With an appointment on the 3 January with a Neurologist that had previously been flatly refused I really do hope that once and for all her whole treatment will be reviewed based upon the findings which clearly indicate the above.

It has been a nightmare to even try to get certain doctors to acknowledge let alone look into something that has been clearly stated in the files going back to 2009. This could all indicate why the treatment has not worked for so many years.

I am very unhappy at the current punishment of having the phone taken away for a trial period. This has already been tried before. I see this as bullying aimed directly at me because I am the one being blamed for the ‘episodes’ that look like fits never seen before even though many of these take place when I am not around. The necessity the MDT believes to be right is completely wrong and has not achieved anything before at Ash Villa except mistrust and upset and nothing is being done in line with the law and correct procedures and now these same restrictions incorporating Xmas is yet again being “tried”.
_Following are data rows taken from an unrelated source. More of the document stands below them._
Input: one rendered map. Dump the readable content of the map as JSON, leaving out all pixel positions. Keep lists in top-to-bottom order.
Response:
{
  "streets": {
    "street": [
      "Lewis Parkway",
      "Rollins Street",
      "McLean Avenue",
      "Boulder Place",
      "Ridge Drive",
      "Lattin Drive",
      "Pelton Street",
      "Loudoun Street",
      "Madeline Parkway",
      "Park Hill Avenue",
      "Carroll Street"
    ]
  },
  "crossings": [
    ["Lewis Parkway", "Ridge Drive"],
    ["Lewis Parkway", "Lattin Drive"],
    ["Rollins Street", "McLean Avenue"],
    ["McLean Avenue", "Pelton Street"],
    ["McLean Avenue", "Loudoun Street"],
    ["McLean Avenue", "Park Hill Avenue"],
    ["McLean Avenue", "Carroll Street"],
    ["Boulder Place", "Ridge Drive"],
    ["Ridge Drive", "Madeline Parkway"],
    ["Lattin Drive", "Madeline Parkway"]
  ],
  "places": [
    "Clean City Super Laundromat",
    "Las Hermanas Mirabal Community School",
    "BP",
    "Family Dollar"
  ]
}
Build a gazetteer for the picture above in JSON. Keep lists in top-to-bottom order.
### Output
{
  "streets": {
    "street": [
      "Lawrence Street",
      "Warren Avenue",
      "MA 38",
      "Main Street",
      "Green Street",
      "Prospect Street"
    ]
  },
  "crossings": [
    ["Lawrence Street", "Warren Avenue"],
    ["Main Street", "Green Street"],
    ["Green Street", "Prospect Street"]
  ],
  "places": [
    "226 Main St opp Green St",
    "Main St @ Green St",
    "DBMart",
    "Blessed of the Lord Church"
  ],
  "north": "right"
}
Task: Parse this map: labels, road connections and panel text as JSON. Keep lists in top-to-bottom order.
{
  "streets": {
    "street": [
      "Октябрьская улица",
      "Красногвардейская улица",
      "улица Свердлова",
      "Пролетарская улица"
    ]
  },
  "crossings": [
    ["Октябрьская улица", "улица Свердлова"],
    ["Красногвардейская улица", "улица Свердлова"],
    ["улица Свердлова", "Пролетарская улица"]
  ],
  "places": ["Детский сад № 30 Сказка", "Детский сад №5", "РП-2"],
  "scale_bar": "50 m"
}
I hope to put an end to this bullying once and for all as that is how we see it. I am not going to sit back and do nothing whilst this punishment continues for years and years on end as I believe the whole environment of a noisy acute ward to be completely wrong and the whole approach of punishment also.

This is punishment not care. Punishment to stop my daughter from going out to the shop in the hospital grounds, punishment from stopping her listening to her music on her phone by keeping it locked away. What is this achieving?  NOTHING but resentment an mistrust and this has been ongoing for one month now with no end in sight.  

“Treat people as individuals and uphold their dignity and to do this you must treat people with kindness, respect and compassion and respect and uphold people’s human rights, challenge poor practice and discriminatory attitudes and behaviour relating to their care.

“Act with honesty and integrity at all times, treating people fairly without discrimination, bullying or harassment.  Keep to the laws of the country in which you are practising. Never allow someone’s complaint to affect the care that is provided to them.”